Our gospel journey these few weeks does a good job of illustrating the dynamic of coming to a deeper sense of following Christ. Last week, Jesus, who has seen the need of the crowd, fed them with the five loaves and two fish. He has established a sense of trust with the community gathered there. After He moves on, they follow Him; they are looking to know more about Him – to receive more from Him. Jesus knows that they trust Him, and so He teaches them further – a deepening of the sign that He has performed for them – so they can come to fully know Who He is and respond to Him.

We, too, are invited to encounter Jesus as He feeds us here. There is more than just a multiplication of loaves and fish; there is the promise of the true Bread that comes down from heaven. An encounter with Jesus always draws us deeper into a relationship with Him. I asked you a month ago to consider what your relationship with Jesus was like. Are you ready to go deeper? Are you ready to open yourself up to the transformative power of that relationship and drop everything to follow Him?

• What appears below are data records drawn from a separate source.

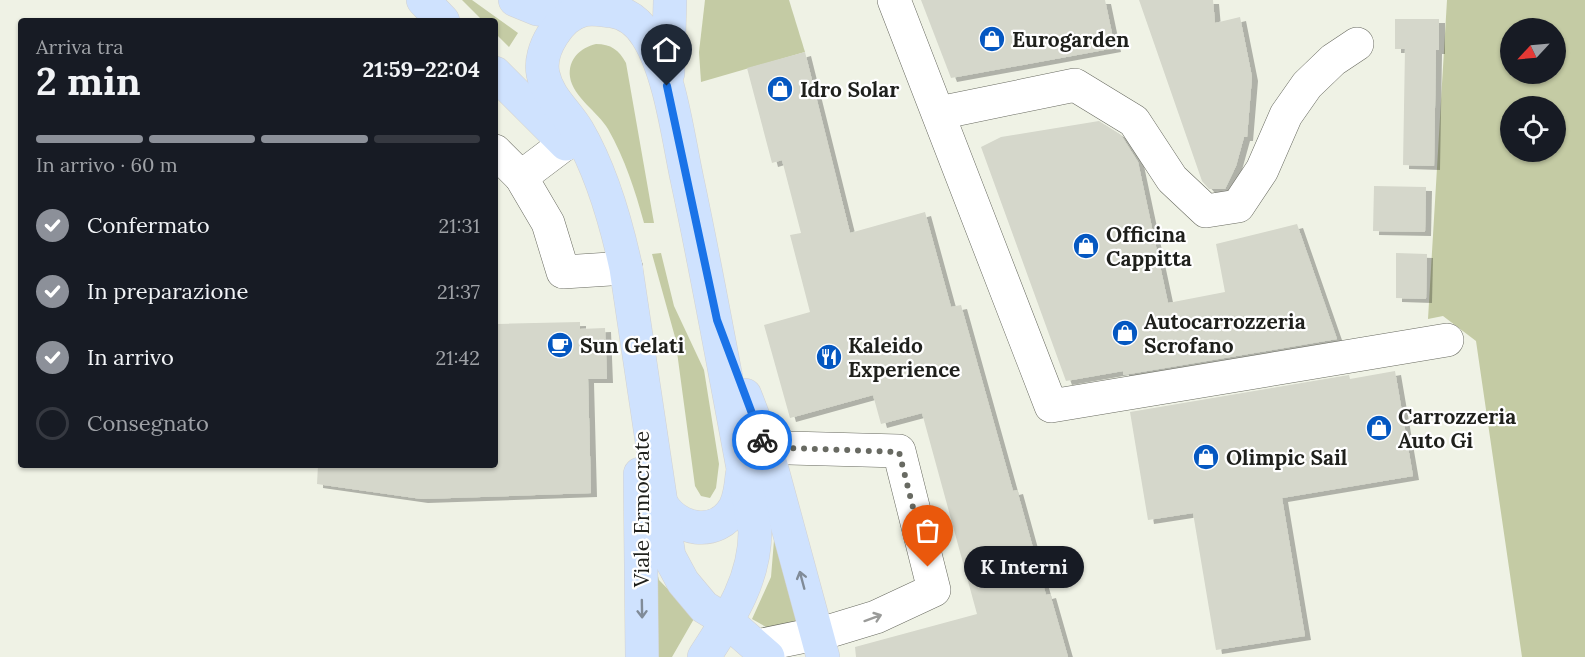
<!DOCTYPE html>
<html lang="it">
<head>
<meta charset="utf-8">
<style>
	body { margin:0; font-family:Lora,serif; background:#242831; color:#f1f3f6; height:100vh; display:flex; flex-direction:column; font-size:22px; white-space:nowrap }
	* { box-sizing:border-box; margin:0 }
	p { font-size:20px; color:#9ea1a6 }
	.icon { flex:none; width:33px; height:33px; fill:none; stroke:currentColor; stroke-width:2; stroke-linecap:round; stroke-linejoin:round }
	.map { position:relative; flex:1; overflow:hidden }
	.side { position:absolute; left:18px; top:18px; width:480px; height:450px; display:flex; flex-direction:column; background:#171b24; border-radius:6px; box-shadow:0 2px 4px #0004 }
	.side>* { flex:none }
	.needle { width:39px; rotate:244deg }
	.controls { position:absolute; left:1500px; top:18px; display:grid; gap:12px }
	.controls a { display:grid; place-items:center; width:66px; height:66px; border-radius:50%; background:#171b24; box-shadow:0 2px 4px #0004; font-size:30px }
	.pin { position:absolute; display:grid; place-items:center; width:51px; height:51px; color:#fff; margin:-62px -26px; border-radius:50% 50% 50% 0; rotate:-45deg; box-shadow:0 0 6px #0007 }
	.pin .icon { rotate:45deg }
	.courier { position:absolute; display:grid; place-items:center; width:60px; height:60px; margin:-30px; border:4px solid #1a73e8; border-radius:50%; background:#fff; color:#222; box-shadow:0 2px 8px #0007 }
	.bubble { position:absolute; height:42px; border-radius:21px; background:#171b24; box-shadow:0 2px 4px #0004; font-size:20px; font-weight:700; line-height:42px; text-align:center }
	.summary em { font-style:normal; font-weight:700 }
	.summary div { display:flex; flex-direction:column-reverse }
	.summary { display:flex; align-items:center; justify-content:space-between; height:102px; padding:0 18px }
	h1 { font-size:39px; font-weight:700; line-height:45px }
	.bar { display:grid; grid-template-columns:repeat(4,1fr); gap:9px 6px; align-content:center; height:72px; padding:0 18px }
	.bar i { height:8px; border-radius:4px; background:#363941 }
	.bar .on { background:#8c9099 }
	.bar p { grid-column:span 4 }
	ol { padding:0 18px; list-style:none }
	li { display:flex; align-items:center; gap:18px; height:66px }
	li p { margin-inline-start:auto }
	li .icon { padding:6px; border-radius:50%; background:#8c9099; color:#fff; stroke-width:4 }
	li:last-child { color:#9ea1a6 }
	li i { width:33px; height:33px; border:3px solid #363941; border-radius:50% }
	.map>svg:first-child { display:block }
	.green { fill:#c4cba4; fill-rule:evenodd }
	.building { fill:#d5d7cb; filter:url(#shadow) }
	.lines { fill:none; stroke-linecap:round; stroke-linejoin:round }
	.minor-casing { stroke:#686a60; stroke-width:34 }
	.major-casing { stroke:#d2d2d2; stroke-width:34 }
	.minor { stroke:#fff; stroke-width:33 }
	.major { stroke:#cfe2fe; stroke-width:33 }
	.oneway { stroke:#808b98 }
	.oneway2 { stroke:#9a9b99 }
	.done { stroke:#686a62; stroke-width:6; stroke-dasharray:0 10.8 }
	.route { stroke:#1a73e8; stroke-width:8 }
	.labels { text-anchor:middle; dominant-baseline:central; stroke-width:4.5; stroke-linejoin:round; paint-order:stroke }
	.poi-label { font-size:21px; font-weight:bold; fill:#1f201c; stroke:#fff; text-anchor:start }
	.street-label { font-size:21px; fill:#1f201c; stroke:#fff }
</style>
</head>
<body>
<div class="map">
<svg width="1585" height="657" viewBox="0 0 1585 657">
	<defs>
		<filter id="shadow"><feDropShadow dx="6" dy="4" stdDeviation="0" flood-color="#0004"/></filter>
	</defs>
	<rect width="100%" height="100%" fill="#eff2e5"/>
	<g class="green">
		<path d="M462 0H472L518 33 509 47 495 33V21H483Z"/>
		<path d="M705 0H789L805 52 701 82 699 52Z"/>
		<path d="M1447 0H1585V657H1522L1476 341 1443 316 1428 319ZM1510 28H1556V74H1510ZM1510 106H1556V152H1510Z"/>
		<path d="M596 44C611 44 619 50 626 63L654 223H644C635 190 625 159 608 129 598 112 573 97 570 77 568 59 580 48 596 44Z"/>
		<path d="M661 253 674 306 704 370 719 464 716 488 710 498 701 496 695 486 675 337 652 254Z"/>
		<path d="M775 528 801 625 773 631 752 619 771 577Z"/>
		<path d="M653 557 659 580 695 617 672 657H653Z"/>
	</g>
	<g class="building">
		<path d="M921 0H1105L1115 48 951 78Z"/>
		<path d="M1139 0H1213L1215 23 1240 17 1252 77 1247 137H1244L1236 166 1225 189H1209L1202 181Z"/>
		<path d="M1395 19H1439V50H1436L1434 166 1403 165 1405 49H1395Z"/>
		<path d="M805 52 850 233 925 212 951 307 961 305 1013 491 1017 490 1046 595 1050 594 1068 657H856L855 647 977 614 922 413 881 424 873 395 790 418 764 325 810 312 790 235 801 233 782 160 772 163 747 68Z"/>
		<path d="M1099 121 1121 135 1138 162 1168 303 1225 292 1216 244 1297 224 1337 339 1123 375V371L1066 381 981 147 1001 137Z"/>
		<path d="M1374 186 1426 187 1425 232 1373 231Z"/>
		<path d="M1396 253 1427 254 1426 299 1396 298Z"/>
		<path d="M580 322V329L605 328 607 379H588L591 493 422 499 317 484 318 465H495V324Z"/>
		<path d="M1395 371 1413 476 1282 498 1305 636 1216 650 1193 513 1148 520 1130 412 1349 375 1350 379Z"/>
	</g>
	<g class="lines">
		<g class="minor-casing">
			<g id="minor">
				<path d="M894 0 1051 406 1447 340"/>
				<path d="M939 113 1075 85 1134 121 1172 179 1206 211 1238 206 1262 170 1286 115 1307 85 1333 60 1357 44"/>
				<path d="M495 151 521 177 566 143"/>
				<path d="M521 177 548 223 563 272 626 268"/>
				<path d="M757 646 830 631 876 617 934 590 899 451 789 448 762 440"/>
			</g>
		</g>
		<g class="major-casing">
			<g id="major">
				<path d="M423 0 443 21"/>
				<path d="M515 0 537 9 575 13"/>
				<path d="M495 73 566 144"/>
				<path d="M668 73 670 0"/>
				<path d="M745 395 769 458 823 657"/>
				<path d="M640 474 642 657"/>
				<path d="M660 501C675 531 717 539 735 507 740 497 741 486 742 475"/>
				<path d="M704 657C730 617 755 580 755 531 732 414 712 296 687 179 678 137 670 72 647 36 638 22 627 13 611 11 602 10 593 8 584 10 560 15 538 50 543 74 548 98 566 111 578 131 602 172 616 222 626 268L669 556 683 582 704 607 727 621 768 657"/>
			</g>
		</g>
		<use href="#minor" class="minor"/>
		<use href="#major" class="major"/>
	</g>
	<defs><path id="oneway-shaft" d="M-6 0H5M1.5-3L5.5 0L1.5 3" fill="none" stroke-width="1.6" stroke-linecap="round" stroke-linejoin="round" transform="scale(1.5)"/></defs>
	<g class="oneway">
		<use href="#oneway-shaft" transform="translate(802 580) rotate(-105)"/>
		<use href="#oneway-shaft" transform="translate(642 609) rotate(89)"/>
	</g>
	<use class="oneway2" href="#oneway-shaft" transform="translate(873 618) rotate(-20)"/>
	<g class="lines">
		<path class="done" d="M762 440 789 448 899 452 928 567"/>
		<path class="route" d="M667 86 717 320 762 440"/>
	</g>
	<defs>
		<g id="shop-disc" transform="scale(1.35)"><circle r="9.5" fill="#0457c1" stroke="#fff"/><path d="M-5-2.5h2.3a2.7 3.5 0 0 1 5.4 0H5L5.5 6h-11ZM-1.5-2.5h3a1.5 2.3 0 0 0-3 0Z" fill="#fff"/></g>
		<g id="cafe-disc" transform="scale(1.35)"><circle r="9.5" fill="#0457c1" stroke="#fff"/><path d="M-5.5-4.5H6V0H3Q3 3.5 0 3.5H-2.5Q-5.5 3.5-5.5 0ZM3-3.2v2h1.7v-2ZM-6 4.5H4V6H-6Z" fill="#fff"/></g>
		<g id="restaurant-disc" transform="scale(1.35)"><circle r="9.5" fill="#0457c1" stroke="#fff"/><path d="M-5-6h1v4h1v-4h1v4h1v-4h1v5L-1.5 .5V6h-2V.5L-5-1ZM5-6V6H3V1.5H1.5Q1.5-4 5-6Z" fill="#fff"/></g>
	</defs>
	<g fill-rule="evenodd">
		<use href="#shop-disc" x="992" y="39"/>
		<use href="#shop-disc" x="780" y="89"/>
		<use href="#shop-disc" x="1086" y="246"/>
		<use href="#shop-disc" x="1125" y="333"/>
		<use href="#cafe-disc" x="560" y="345"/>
		<use href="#restaurant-disc" x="829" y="357"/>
		<use href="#shop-disc" x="1379" y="428"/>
		<use href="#shop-disc" x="1206" y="457"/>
	</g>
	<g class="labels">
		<g class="poi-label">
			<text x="1012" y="39">Eurogarden</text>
			<text x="800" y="89">Idro Solar</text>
			<text x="1106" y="234">Officina<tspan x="1106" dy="24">Cappitta</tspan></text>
			<text x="1144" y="321">Autocarrozzeria<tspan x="1144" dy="24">Scrofano</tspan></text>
			<text x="580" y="345">Sun Gelati</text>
			<text x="848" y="345">Kaleido<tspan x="848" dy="24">Experience</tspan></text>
			<text x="1398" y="416">Carrozzeria<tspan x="1398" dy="24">Auto Gi</tspan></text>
			<text x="1226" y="457">Olimpic Sail</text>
		</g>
		<g class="street-label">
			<text transform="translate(641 509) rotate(-90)">Viale Ermocrate</text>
		</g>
	</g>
</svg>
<div class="controls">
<a><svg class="needle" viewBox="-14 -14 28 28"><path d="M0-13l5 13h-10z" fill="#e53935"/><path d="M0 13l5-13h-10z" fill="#9ea1a6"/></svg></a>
<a><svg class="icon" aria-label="locate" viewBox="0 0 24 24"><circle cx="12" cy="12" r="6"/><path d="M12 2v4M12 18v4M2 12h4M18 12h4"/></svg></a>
</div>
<div class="pin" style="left:928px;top:567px;background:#ea580c"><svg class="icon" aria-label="bag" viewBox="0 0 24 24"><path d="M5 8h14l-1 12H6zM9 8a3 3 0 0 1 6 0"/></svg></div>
<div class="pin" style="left:667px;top:86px;background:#1f2937"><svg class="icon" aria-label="home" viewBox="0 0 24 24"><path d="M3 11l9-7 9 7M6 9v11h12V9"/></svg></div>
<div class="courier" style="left:762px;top:440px"><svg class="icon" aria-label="bike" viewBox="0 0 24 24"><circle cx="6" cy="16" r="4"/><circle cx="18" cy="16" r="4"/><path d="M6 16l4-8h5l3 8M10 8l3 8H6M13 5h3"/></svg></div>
<div class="bubble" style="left:964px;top:546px;width:120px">K Interni</div>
<section class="side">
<div class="summary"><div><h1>2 min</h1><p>Arriva tra</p></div><em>21:59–22:04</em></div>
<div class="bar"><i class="on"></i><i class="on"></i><i class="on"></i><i></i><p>In arrivo · 60 m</p></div>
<ol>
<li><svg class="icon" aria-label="check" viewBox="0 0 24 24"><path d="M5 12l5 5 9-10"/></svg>Confermato<p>21:31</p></li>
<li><svg class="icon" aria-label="check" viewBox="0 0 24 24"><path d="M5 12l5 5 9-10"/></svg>In preparazione<p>21:37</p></li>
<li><svg class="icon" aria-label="check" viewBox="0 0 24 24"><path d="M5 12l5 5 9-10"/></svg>In arrivo<p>21:42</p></li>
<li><i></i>Consegnato</li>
</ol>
</section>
</div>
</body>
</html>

This encounter in the gospel will soon prove to be a challenge to those who listen to Jesus. Many will not be able to handle His call, and they will walk away. Jesus does not let His disciples off the hook either. They are also given the choice to stay or walk away.

If you have found in this place nourishment for your struggling soul, then now Jesus is inviting you to seek Him out with even greater fervor. The crowds who heard Jesus asked Him to “give us this bread always.” (Not just now and then, but always) The prospect of true heavenly food is attractive. It does, however, have a price – the price is discipleship: a clear decision to follow Christ and to share Him with others.

This journey has to start with an act of trust. Do we trust God to give us what we need? Are we ready to begin the adventure of faith that brings us into full relationship with this God who loves us beyond words? If we are, then we cannot continue to be passive receivers of this food that Jesus provides. Rather, we are called to grow in our faith and more and more deliberately follow Jesus as He calls us in our own lives.

Discipleship does not happen by accident. It requires engagement of Jesus’ invitation to follow Him. His loving action of feeding the crowds now begins to demand a response from them. They have started asking Him questions, and He has started to deepen their encounter with Him. Ultimately, this is what we are called to do. Pay attention to this dynamic conversation that Jesus has over the next four weeks. Read and reread Chapter Six of John's Gospel each week.

He is that true Bread that gives us the Father’s gift of eternal life. It is a journey worth taking.